WHAT THE TASK ASKS
Please write out the whole listing that follows exactly; the pictures stay out.

THE DATA
★ ★ ★ ★

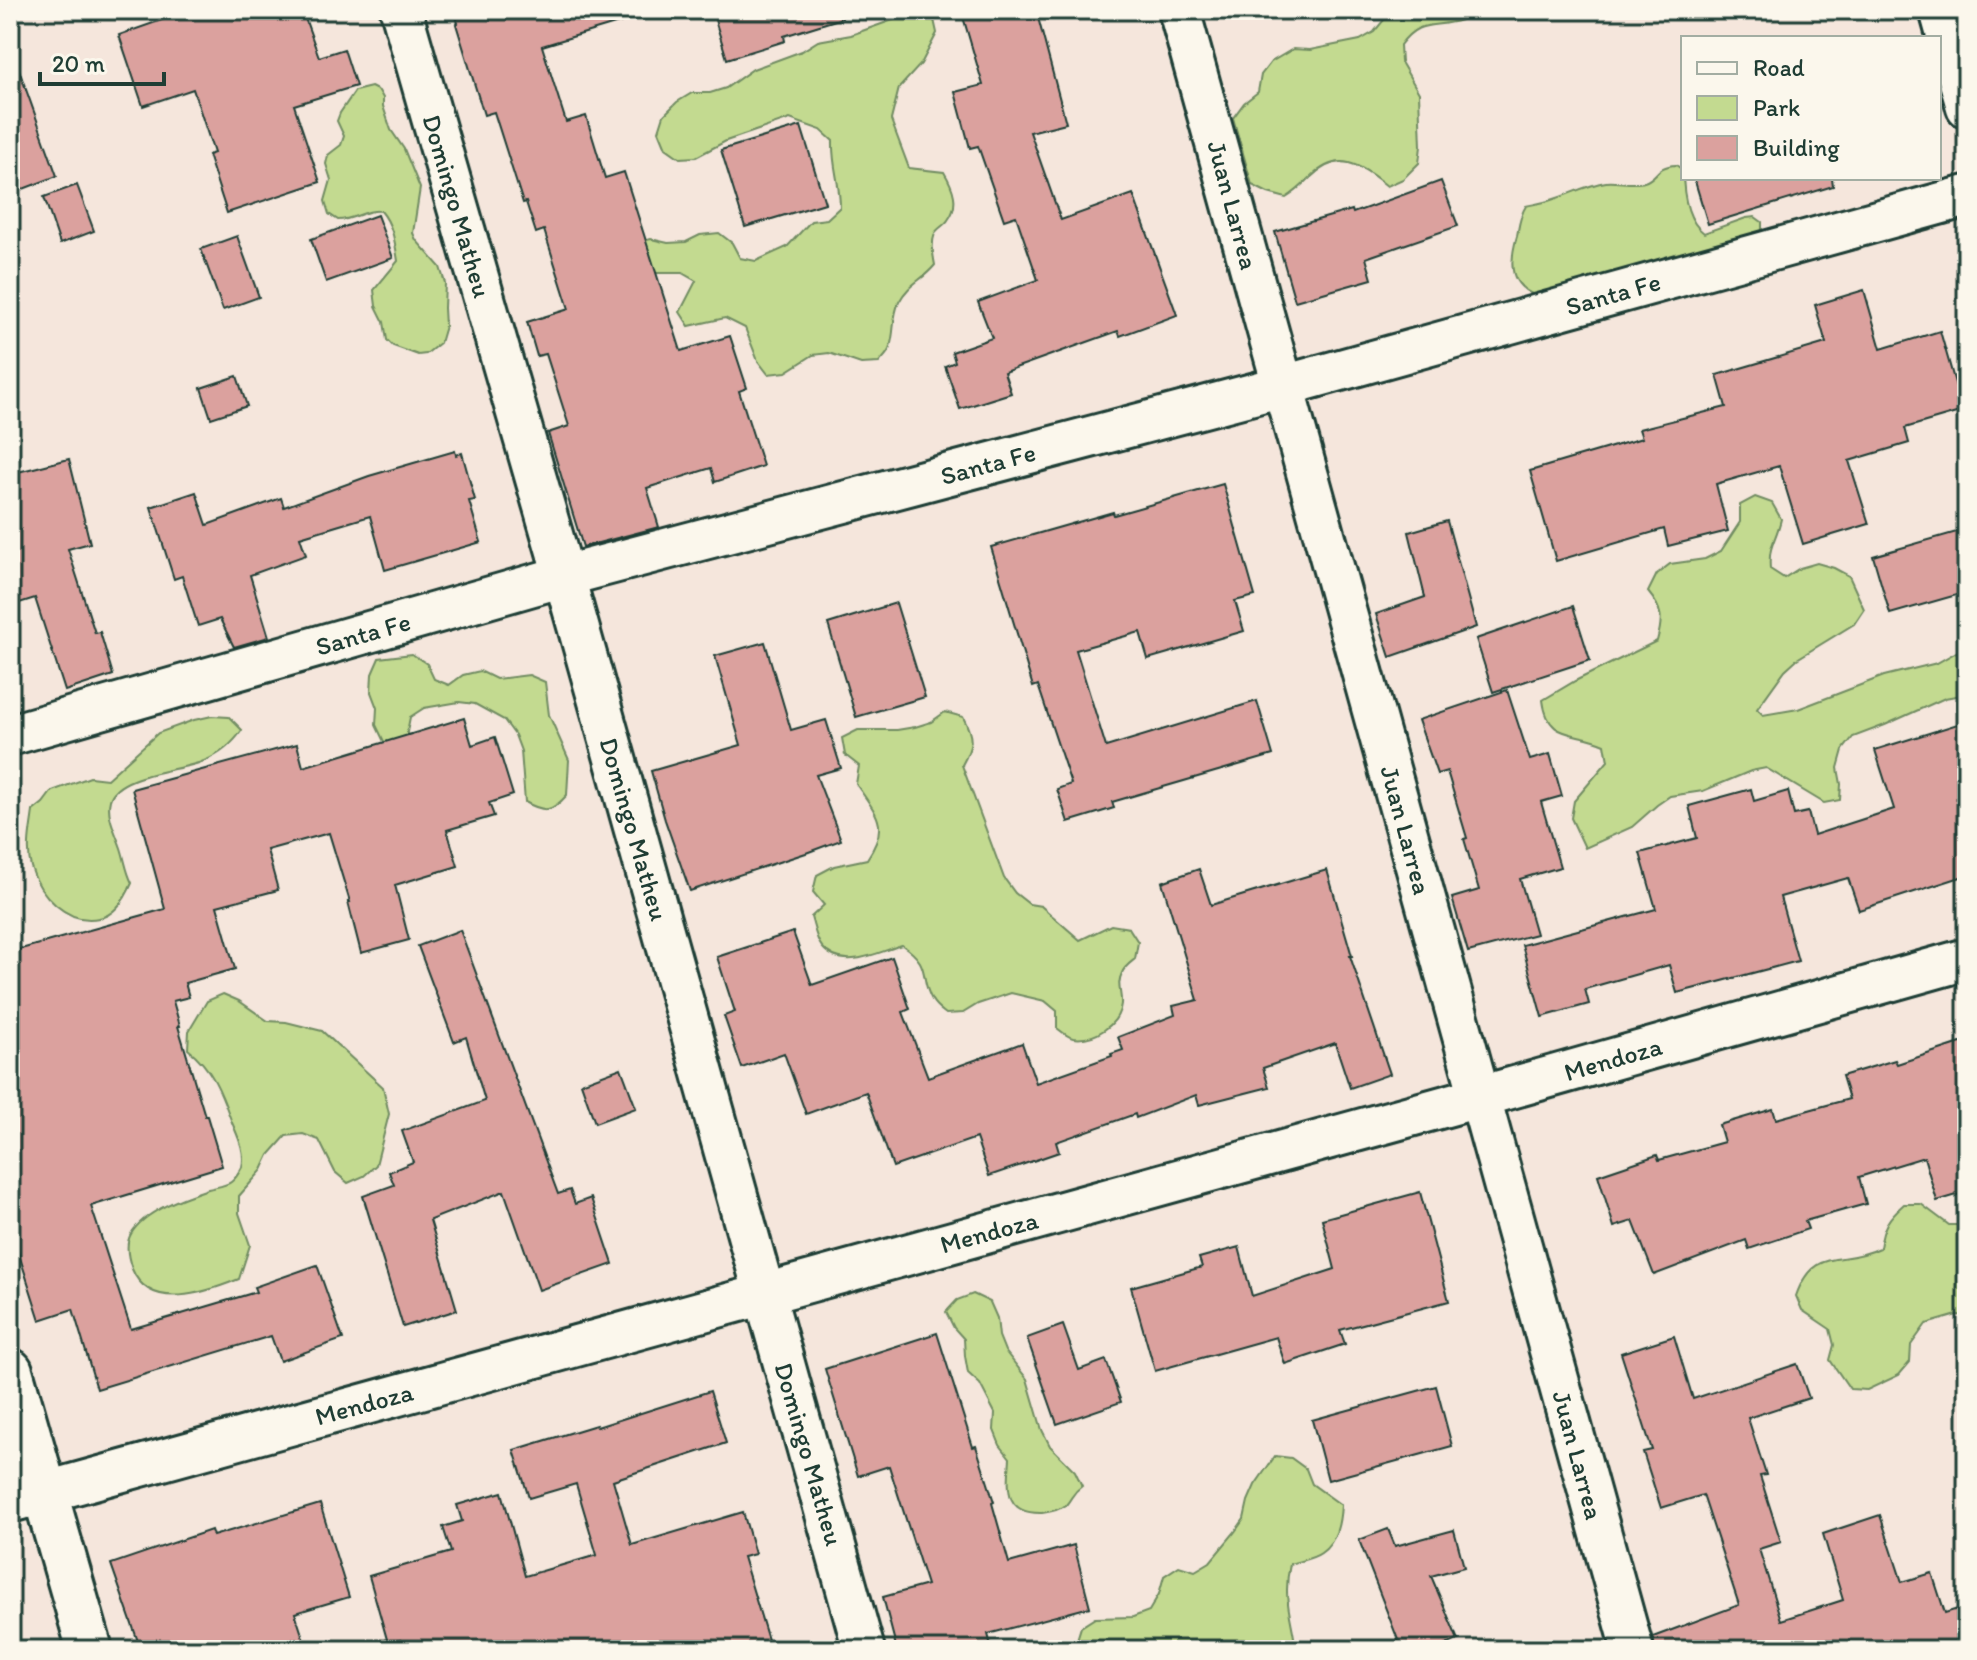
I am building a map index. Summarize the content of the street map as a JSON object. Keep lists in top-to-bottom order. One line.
{"streets":{"street":["Juan Larrea","Domingo Matheu","Santa Fe","Mendoza"]},"crossings":[["Juan Larrea","Santa Fe"],["Juan Larrea","Mendoza"],["Domingo Matheu","Santa Fe"],["Domingo Matheu","Mendoza"]],"legend":["Road","Park","Building"],"scale_bar":"20 m"}
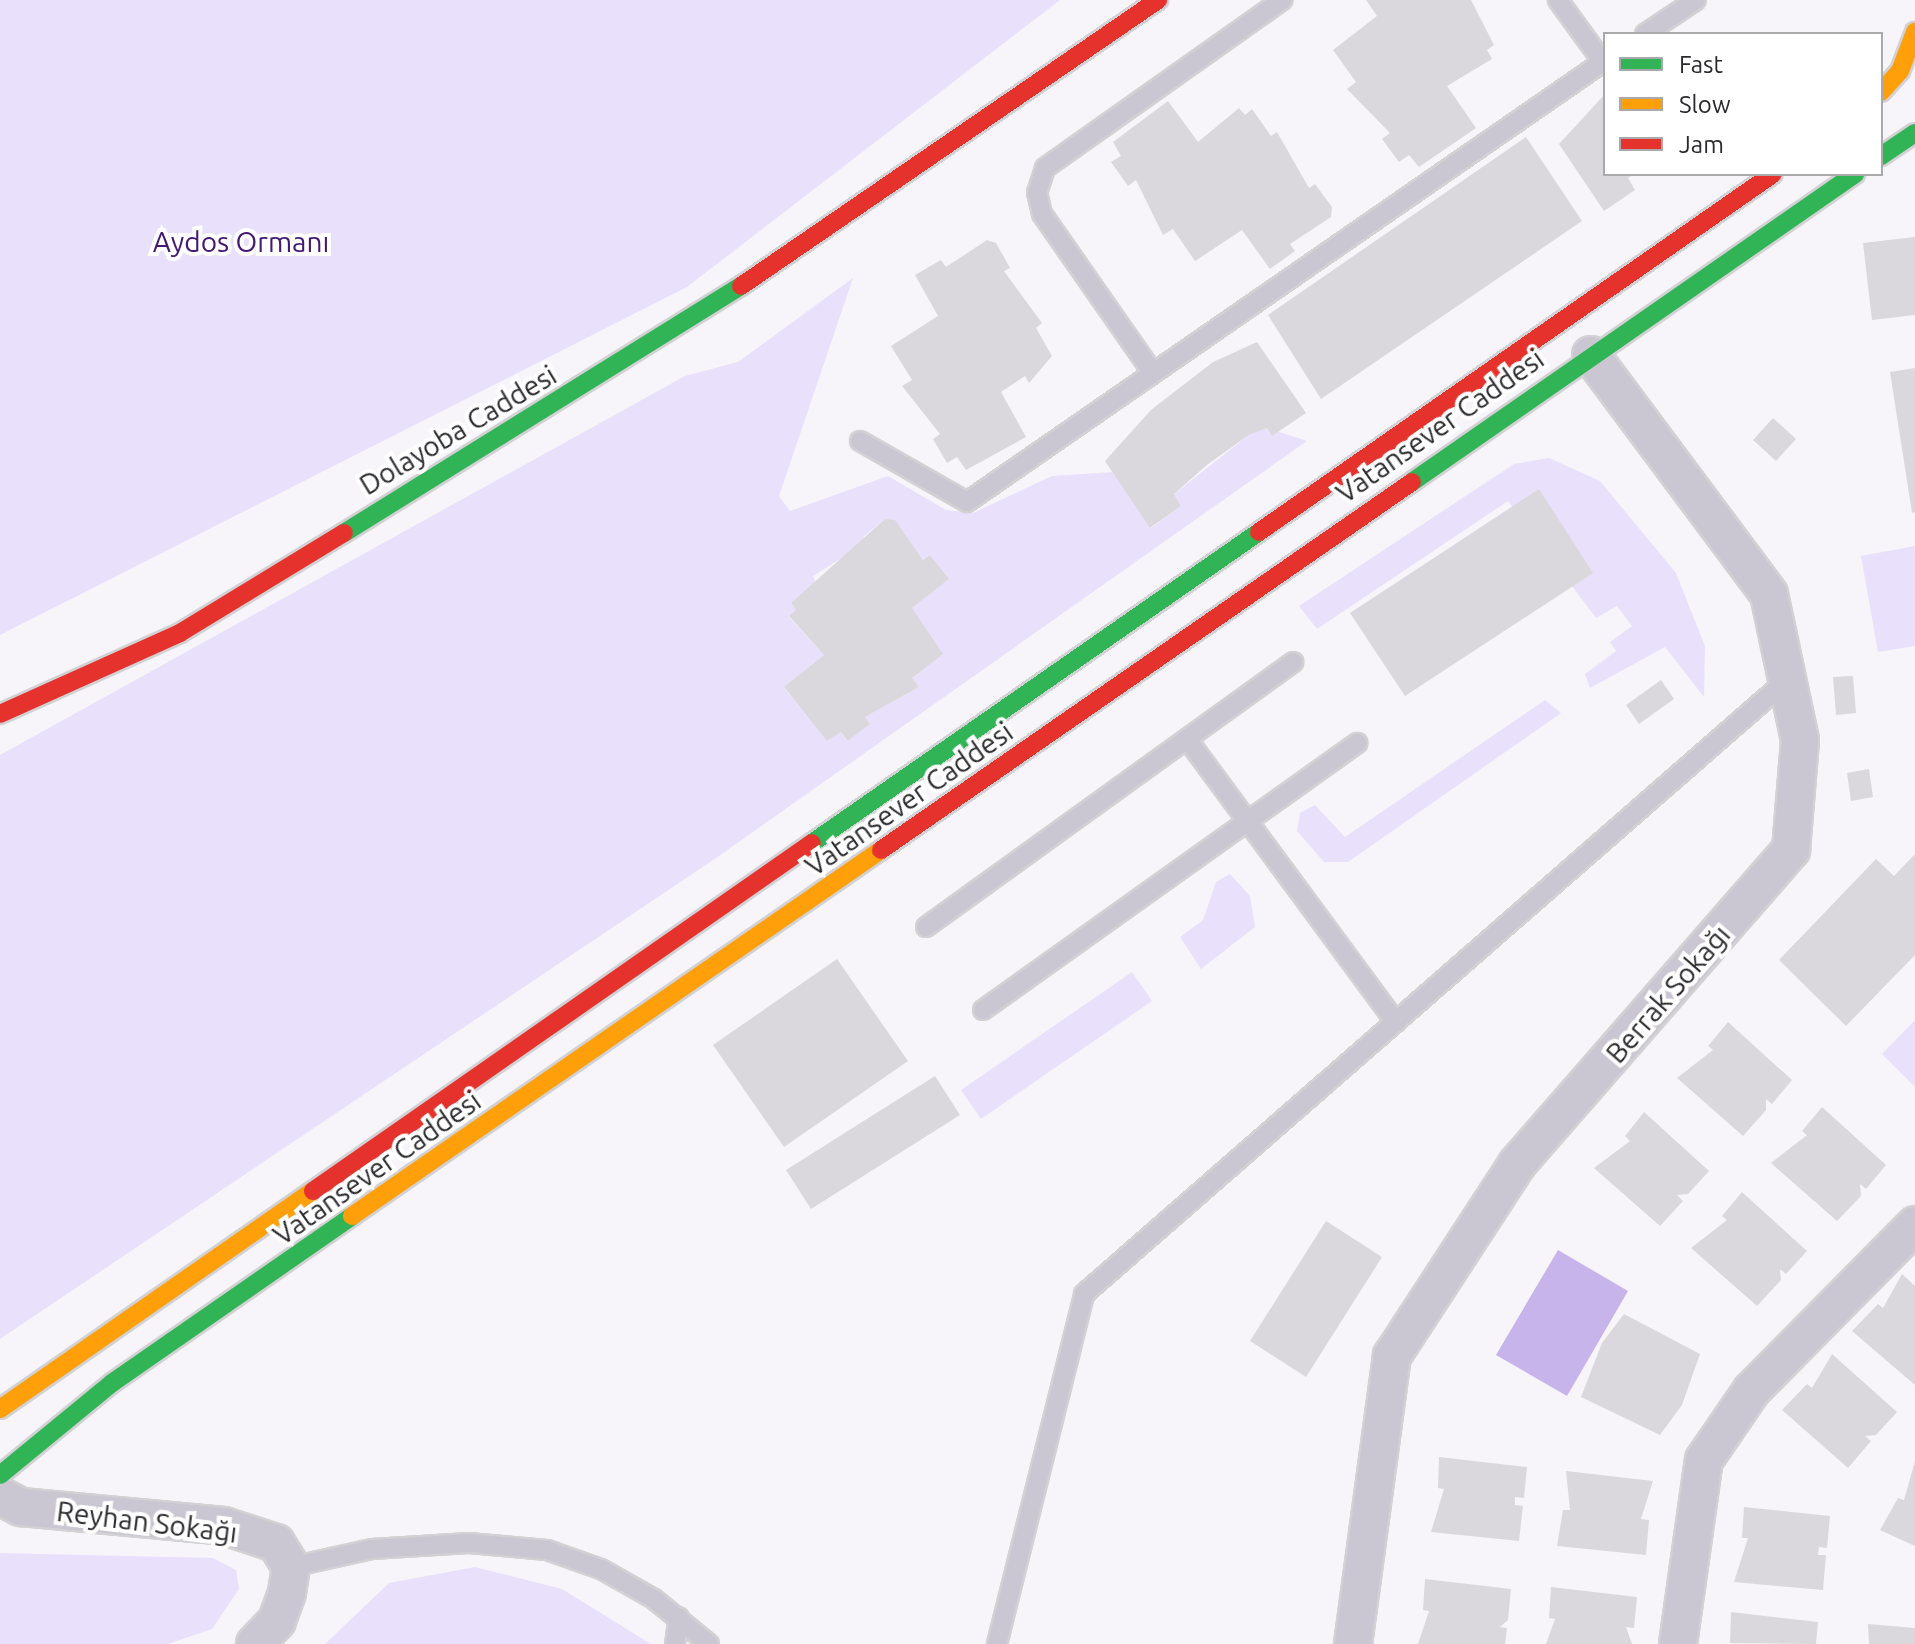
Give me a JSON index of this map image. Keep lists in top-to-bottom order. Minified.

★ ★ ★ ★

TASK SOLUTION
I am building a map index. Summarize the content of the street map as a JSON object. Keep lists in top-to-bottom order. One line.
{"streets":{"street":["Juan Larrea","Domingo Matheu","Santa Fe","Mendoza"]},"crossings":[["Juan Larrea","Santa Fe"],["Juan Larrea","Mendoza"],["Domingo Matheu","Santa Fe"],["Domingo Matheu","Mendoza"]],"legend":["Road","Park","Building"],"scale_bar":"20 m"}
Give me a JSON index of this map image. Keep lists in top-to-bottom order. Minified.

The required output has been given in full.